Deeds Done But Not Forgotten

Last week I was honored to be asked by Melanie Davis, Executive Director of the Adcraft Club, to serve as a “storyteller” at an event in Ferndale where participants were asked to detail embarrassing moments in the workplace. When she first made the request, it all seemed simple enough; yet, as I gave it more thought I realized that narrowing my story down to just one incident was going to be a major challenge.

After all, as a former disk jockey, journalist and public relations professional, I have experienced my fair share of uncomfortable if not disturbing moments, including those inflicted by colleagues on others. A phone thrown at a co-worker, being belittled in front of clients, being yelled at in front of colleagues, having my family’s insurance shut off without notice, viewing executive in-office tantrums entailing the picking of fights and destruction of company assets.

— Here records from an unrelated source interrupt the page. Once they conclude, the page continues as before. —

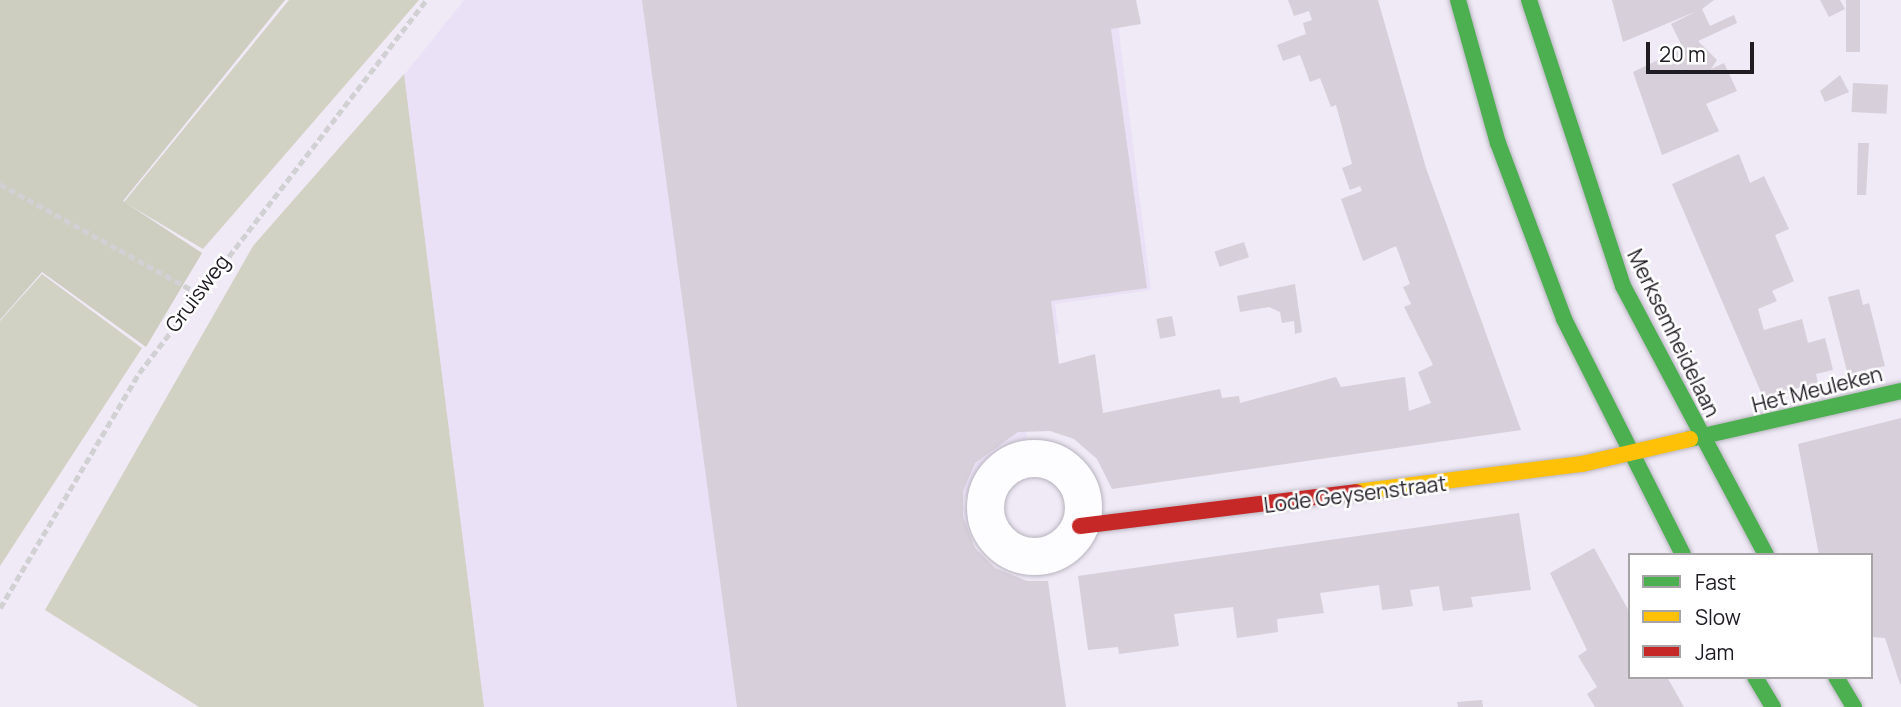 <!DOCTYPE html>
<html>
<head>
<meta charset="utf-8">
<style>
	body { margin:0 }
	#map { position:relative; width:1901px; height:707px; overflow:hidden; background:#efeaf6; font-family:Manrope,sans-serif }
	div>[style] { position:absolute }
	.built>* { inset:0; background:#eae1f6 }
	.green>* { inset:0; background:#d2d2c4 }
	.forest>* { inset:0; background:#cdcdc0 }
	.building>* { inset:0; background:#d7cfd9; transform-origin:0 0 }
	.path>* { height:4.5px; margin-top:-2.25px; transform-origin:0; background:repeating-linear-gradient(90deg,#d1d0d3 0 7px,transparent 0 10.5px) }
	.roads { filter:drop-shadow(0 0 2px #b8b4be) drop-shadow(0 0 2px #b8b4be) }
	.street>* { height:37px; margin:-18.5px; padding:0 18.5px; transform-origin:18.5px; border-radius:18.5px; background:#fdfcfe }
	.street>.ring { margin:-18.5px; padding:0; box-sizing:content-box; background:none; border:37px solid #fdfcfe; border-radius:50% }
	.fast>* { height:16px; margin:-8px; padding:0 8px; transform-origin:8px; border-radius:8px; background:#4caf50 }
	.slow>* { height:16px; margin:-8px; padding:0 8px; transform-origin:8px; border-radius:8px; background:#ffc107 }
	.jam>* { height:16px; margin:-8px; padding:0 8px; transform-origin:8px; border-radius:8px; background:#c62828 }
	span { translate:-50% -50%; white-space:nowrap; text-align:center; line-height:1.15; -webkit-text-stroke:5px #fff; paint-order:stroke }
	.street-label { font-size:21px; color:#201c24 }
	.legend { position:absolute; left:1628px; top:553px; width:245px; height:126px; box-sizing:border-box; background:#fff; border:2px solid #a6a4a7; margin:0; padding:9px 12px; list-style:none; font-size:21px; color:#201c24 }
	.legend li { display:flex; align-items:center; gap:14px; height:35px }
	.legend b { width:35px; border:2px solid #a6a4a7 }
	.scale { position:absolute; left:1646px; top:42px; width:108px; height:32px; box-sizing:border-box; border:4px solid #201c24; border-top:0; padding-left:9px; font-size:21px; line-height:24px; white-space:nowrap; color:#201c24; -webkit-text-stroke:5px #fff; paint-order:stroke }
</style>
</head>
<body>
<div id="map">
	<div class="built">
		<i style="clip-path:polygon(464px 0,1115px 0,1151px 290px,1055px 304px,1059px 334px,1015px 342px,1027px 438px,984px 460px,964px 500px,971px 544px,1064px 707px,466px 707px,384px 100px)"></i>
	</div>
	<div class="green">
		<i style="clip-path:polygon(289px 0,419px 0,203px 249px,124px 202px)"></i>
		<i style="clip-path:polygon(404px 74px,484px 707px,199px 707px,45px 610px,253px 246px)"></i>
		<i style="clip-path:polygon(42px 274px,142px 348px,0 566px,0 321px)"></i>
	</div>
	<div class="forest">
		<i style="clip-path:polygon(0 0,285px 0,123px 201px,202px 253px,146px 347px,42px 272px,0 320px)"></i>
	</div>
	<div class="building">
		<i style="clip-path:polygon(642px 0,1136px 0,1141px 24px,1111px 29px,1147px 288px,1051px 301px,1059px 364px,1095px 354px,1103px 413px,1220px 389px,1222px 398px,1239px 396px,1240px 403px,1336px 377px,1341px 387px,1405px 377px,1409px 411px,1431px 403px,1418px 372px,1433px 365px,1404px 307px,1411px 304px,1403px 287px,1410px 284px,1396px 246px,1363px 261px,1341px 199px,1362px 191px,1360px 186px,1350px 190px,1342px 168px,1352px 164px,1336px 105px,1331px 107px,1320px 78px,1310px 82px,1300px 55px,1283px 61px,1277px 45px,1306px 34px,1303px 23px,1312px 20px,1309px 11px,1294px 16px,1288px 0,1378px 0,1426px 168px,1521px 430px,1112px 489px,1097px 459px,1074px 439px,1050px 431px,1018px 432px,975px 463px,963px 491px,963px 517px,975px 548px,995px 568px,1027px 581px,1048px 581px,1066px 707px,737px 707px)"></i>
		<i style="clip-path:polygon(1612px 0,1714px 0,1702px 9px,1710px 26px,1734px 15px,1737px 23px,1698px 41px,1717px 60px,1711px 69px,1724px 63px,1737px 91px,1706px 104px,1719px 131px,1662px 155px,1633px 72px,1683px 48px,1671px 24px,1697px 11px,1623px 42px)"></i>
		<i style="clip-path:polygon(1820px 0,1840px 0,1845px 9px,1829px 17px)"></i>
		<i style="left:1846px;top:0;width:14px;height:52px"></i>
		<i style="clip-path:polygon(1840px 75px,1849px 92px,1825px 102px,1820px 91px)"></i>
		<i style="left:1853px;top:83px;width:35px;height:29px;rotate:3deg"></i>
		<i style="clip-path:polygon(1858px 143px,1869px 143px,1866px 195px,1857px 195px)"></i>
		<i style="clip-path:polygon(1739px 154px,1750px 183px,1764px 176px,1789px 229px,1775px 235px,1794px 281px,1772px 291px,1777px 301px,1758px 309px,1764px 330px,1802px 319px,1808px 343px,1825px 338px,1833px 370px,1816px 374px,1818px 383px,1763px 397px,1672px 184px)"></i>
		<i style="left:1244px;top:242px;width:16px;height:31px;rotate:72deg"></i>
		<i style="clip-path:polygon(1295px 284px,1302px 332px,1295px 334px,1294px 321px,1282px 323px,1280px 312px,1269px 307px,1240px 312px,1237px 296px)"></i>
		<i style="clip-path:polygon(1859px 289px,1863px 305px,1869px 303px,1885px 366px,1848px 375px,1828px 297px)"></i>
		<i style="left:1172px;top:316px;width:20px;height:16px;rotate:79deg"></i>
		<i style="clip-path:polygon(1901px 418px,1901px 684px,1900px 684px,1885px 638px,1871px 637px,1871px 555px,1819px 555px,1798px 444px)"></i>
		<i style="clip-path:polygon(1519px 513px,1531px 590px,1471px 597px,1473px 607px,1443px 611px,1439px 586px,1410px 590px,1413px 606px,1382px 610px,1379px 585px,1320px 593px,1324px 613px,1277px 619px,1278px 632px,1237px 638px,1233px 607px,1174px 614px,1179px 646px,1119px 654px,1118px 647px,1088px 650px,1078px 576px)"></i>
		<i style="clip-path:polygon(1594px 548px,1630px 613px,1630px 677px,1667px 677px,1684px 707px,1595px 707px,1587px 694px,1597px 687px,1578px 656px,1587px 650px,1550px 573px)"></i>
		<i style="clip-path:polygon(1482px 700px,1483px 707px,1458px 707px,1457px 702px)"></i>
	</div>
	<div class="path">
		<i style="left:0;top:184px;width:224px;rotate:28.9deg"></i>
		<i style="left:0;top:608px;width:273px;rotate:-59.4deg"></i>
		<i style="left:139px;top:373px;width:471px;rotate:-52.4deg"></i>
	</div>
	<div class="roads">
		<div class="street">
			<i class="ring" style="left:985px;top:458px;width:61px;height:61px"></i>
		</div>
		<div class="fast">
			<i style="left:1458px;top:0;width:148px;rotate:74.4deg"></i>
			<i style="left:1498px;top:143px;width:188px;rotate:69.4deg"></i>
			<i style="left:1564px;top:319px;width:264px;rotate:63.2deg"></i>
			<i style="left:1529px;top:0;width:301px;rotate:71.8deg"></i>
			<i style="left:1623px;top:286px;width:305px;rotate:62deg"></i>
			<i style="left:1690px;top:439px;width:216px;rotate:-12.8deg"></i>
			<i style="left:1755px;top:677px;width:35px;rotate:59deg"></i>
			<i style="left:1836px;top:677px;width:35px;rotate:59deg"></i>
		</div>
		<div class="slow">
			<i style="left:1356px;top:492px;width:228px;rotate:-7.1deg"></i>
			<i style="left:1582px;top:464px;width:111px;rotate:-13deg"></i>
		</div>
		<div class="jam">
			<i style="left:1080px;top:526px;width:278px;rotate:-7deg"></i>
		</div>
	</div>
	<div class="street-label">
		<span style="left:197px;top:293px;rotate:-53deg">Gruisweg</span>
		<span style="left:1674px;top:333px;rotate:64deg">Merksemheidelaan</span>
		<span style="left:1817px;top:389px;rotate:-14deg">Het Meuleken</span>
		<span style="left:1355px;top:494px;rotate:-7deg">Lode Geysenstraat</span>
	</div>
	<ul class="legend">
	<li><b style="height:9px;background:#4caf50"></b>Fast</li>
	<li><b style="height:9px;background:#ffc107"></b>Slow</li>
	<li><b style="height:9px;background:#c62828"></b>Jam</li>
	</ul>
	<div class="scale">20 m</div>
</div>
</body>
</html>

It is interesting that when we take an inventory of such “blasts from the past” we realize what a lasting impression such incidents make. To be sure, when they occur it is almost like watching a movie – you can’t believe the situation is actually taking place in a supposedly civilized world! Forgiving (including coming to the realization that the perpetuators of such events are weak and insecure if not sick) is possible but forgetting is another thing altogether. One does move on, however, with lessons learned and a roadmap for the right way to treat people.

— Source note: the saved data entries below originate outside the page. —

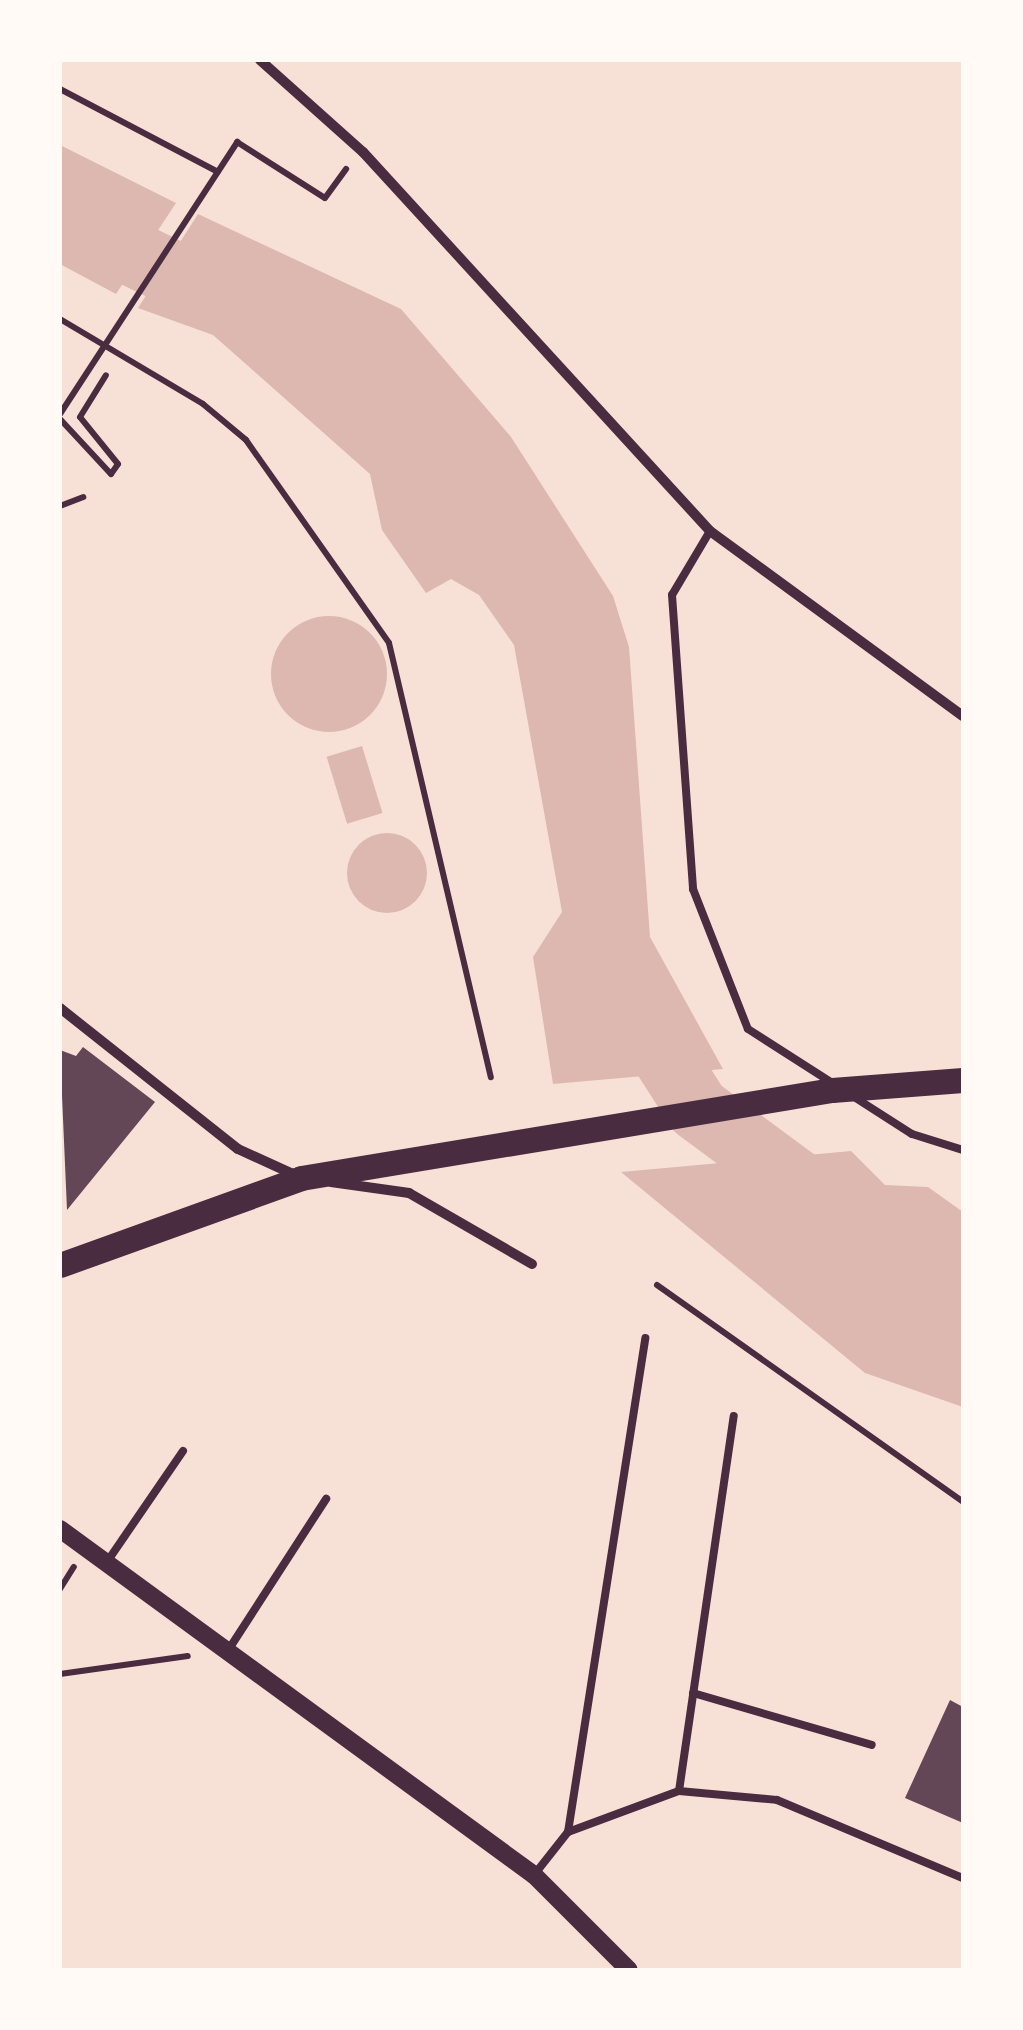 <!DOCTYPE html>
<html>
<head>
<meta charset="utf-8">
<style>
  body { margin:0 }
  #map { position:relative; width:1023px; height:2030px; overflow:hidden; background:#f7e1d7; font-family:Raleway,sans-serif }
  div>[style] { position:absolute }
  .water>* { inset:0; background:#dcb8b0; transform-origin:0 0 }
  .round { border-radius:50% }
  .river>* { height:65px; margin:-32.5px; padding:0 32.5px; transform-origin:32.5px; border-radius:32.5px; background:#dcb8b0 }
  .building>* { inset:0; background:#644757 }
  .path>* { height:6px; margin:-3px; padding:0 3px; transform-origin:3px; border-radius:3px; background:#4a2c40 }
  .service>* { height:8px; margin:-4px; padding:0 4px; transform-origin:4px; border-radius:4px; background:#4a2c40 }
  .minor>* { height:10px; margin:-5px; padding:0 5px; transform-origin:5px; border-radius:5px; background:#4a2c40 }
  .tertiary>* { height:18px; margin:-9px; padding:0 9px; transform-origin:9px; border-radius:9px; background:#4a2c40 }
  .primary>* { height:25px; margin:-12.5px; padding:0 12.5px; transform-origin:12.5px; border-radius:12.5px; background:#4a2c40 }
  span { translate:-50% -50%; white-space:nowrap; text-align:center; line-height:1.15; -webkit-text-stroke:10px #fffaf5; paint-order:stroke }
  .frame { position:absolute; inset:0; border:62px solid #fffaf5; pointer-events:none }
</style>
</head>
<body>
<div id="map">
  <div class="water">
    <i style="clip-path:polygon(60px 145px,176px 203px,116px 294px,60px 264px)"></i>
    <i style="clip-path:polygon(198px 214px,401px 309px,511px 437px,613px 596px,629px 647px,650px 937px,723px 1069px,553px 1084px,533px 957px,562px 912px,514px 645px,479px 595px,451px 579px,426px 593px,382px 530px,370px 474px,213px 335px,138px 308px)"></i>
    <i class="round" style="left:271px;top:616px;width:116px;height:116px"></i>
    <i style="left:362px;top:746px;width:70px;height:37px;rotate:73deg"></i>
    <i class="round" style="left:347px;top:833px;width:80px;height:80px"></i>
    <i style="clip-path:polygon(851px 1151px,885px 1185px,928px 1187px,963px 1212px,963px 1407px,865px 1373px,621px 1172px)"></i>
  </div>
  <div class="river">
    <i style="left:60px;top:218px;width:191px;rotate:26deg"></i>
    <i style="left:627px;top:998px;width:130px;rotate:57.5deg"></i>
    <i style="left:697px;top:1108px;width:252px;rotate:36.5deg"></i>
    <i style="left:900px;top:1258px;width:71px;rotate:27.6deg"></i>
  </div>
  <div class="building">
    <i style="clip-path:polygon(83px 1047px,155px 1102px,67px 1210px,60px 1050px,76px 1056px)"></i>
    <i style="clip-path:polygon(950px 1700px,963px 1707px,963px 1823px,905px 1798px)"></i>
  </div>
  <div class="path">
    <i style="left:60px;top:89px;width:178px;rotate:27.7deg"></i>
    <i style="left:60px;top:319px;width:166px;rotate:30.7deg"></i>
    <i style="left:203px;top:404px;width:56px;rotate:39.9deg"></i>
    <i style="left:246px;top:440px;width:248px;rotate:54.8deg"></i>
    <i style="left:389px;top:643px;width:446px;rotate:76.8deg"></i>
    <i style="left:60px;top:414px;width:325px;rotate:-56.9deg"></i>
    <i style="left:237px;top:142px;width:104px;rotate:32.5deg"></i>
    <i style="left:325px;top:198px;width:36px;rotate:-54deg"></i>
    <i style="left:60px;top:419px;width:75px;rotate:47.2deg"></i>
    <i style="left:111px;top:474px;width:12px;rotate:-55deg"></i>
    <i style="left:118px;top:464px;width:60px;rotate:-129deg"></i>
    <i style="left:80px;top:417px;width:49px;rotate:-58.2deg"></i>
    <i style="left:60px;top:506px;width:25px;rotate:-21deg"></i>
    <i style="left:657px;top:1285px;width:375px;rotate:35.3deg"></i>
    <i style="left:60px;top:1589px;width:26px;rotate:-58deg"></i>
    <i style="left:60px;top:1674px;width:129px;rotate:-8deg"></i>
  </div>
  <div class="service">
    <i style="left:710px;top:531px;width:74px;rotate:120.7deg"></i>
    <i style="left:672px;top:595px;width:295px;rotate:85.9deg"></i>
    <i style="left:693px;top:889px;width:150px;rotate:68.6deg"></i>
    <i style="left:748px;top:1029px;width:98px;rotate:32.6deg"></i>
    <i style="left:851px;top:1095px;width:72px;rotate:32.6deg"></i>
    <i style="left:912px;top:1134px;width:53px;rotate:17.4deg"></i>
    <i style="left:109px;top:1559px;width:131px;rotate:-55.6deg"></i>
    <i style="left:229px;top:1649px;width:179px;rotate:-57.1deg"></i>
    <i style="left:693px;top:1693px;width:186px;rotate:16.2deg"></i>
    <i style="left:679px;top:1791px;width:379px;rotate:-81.7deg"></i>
    <i style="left:568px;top:1832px;width:500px;rotate:-81.1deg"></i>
    <i style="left:534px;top:1875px;width:55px;rotate:-51.7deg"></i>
    <i style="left:568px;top:1832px;width:118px;rotate:-20.3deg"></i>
    <i style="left:679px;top:1791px;width:98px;rotate:5.2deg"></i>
    <i style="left:777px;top:1800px;width:202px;rotate:22.8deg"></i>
  </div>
  <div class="minor">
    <i style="left:260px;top:60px;width:138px;rotate:41.8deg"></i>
    <i style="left:363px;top:152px;width:514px;rotate:47.52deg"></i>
    <i style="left:710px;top:531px;width:313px;rotate:36.2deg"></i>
    <i style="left:60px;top:1008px;width:227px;rotate:38.4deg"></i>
    <i style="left:238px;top:1149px;width:63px;rotate:24.5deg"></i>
    <i style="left:331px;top:1182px;width:79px;rotate:8deg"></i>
    <i style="left:409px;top:1193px;width:142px;rotate:30deg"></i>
  </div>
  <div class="tertiary">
    <i style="left:60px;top:1529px;width:587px;rotate:36.13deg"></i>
    <i style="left:534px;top:1875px;width:134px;rotate:45deg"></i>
  </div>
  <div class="primary">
    <i style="left:60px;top:1265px;width:256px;rotate:-19.8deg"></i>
    <i style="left:301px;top:1178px;width:538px;rotate:-9.41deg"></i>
    <i style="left:832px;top:1090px;width:131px;rotate:-4.4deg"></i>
  </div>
  <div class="frame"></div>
</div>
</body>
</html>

By the way, I chose to describe to eventgoers a more positive but at the time embarrassing experience: a guerilla PR stunt for one of the world’s largest OEMs in the desert of Roswell that went slightly awry. Luckily that event was carried out with teammates who were true professionals (thus, when elements went wrong there was no yelling or belittling or finger pointing) and remains a memory I’ll always remember – in a good way.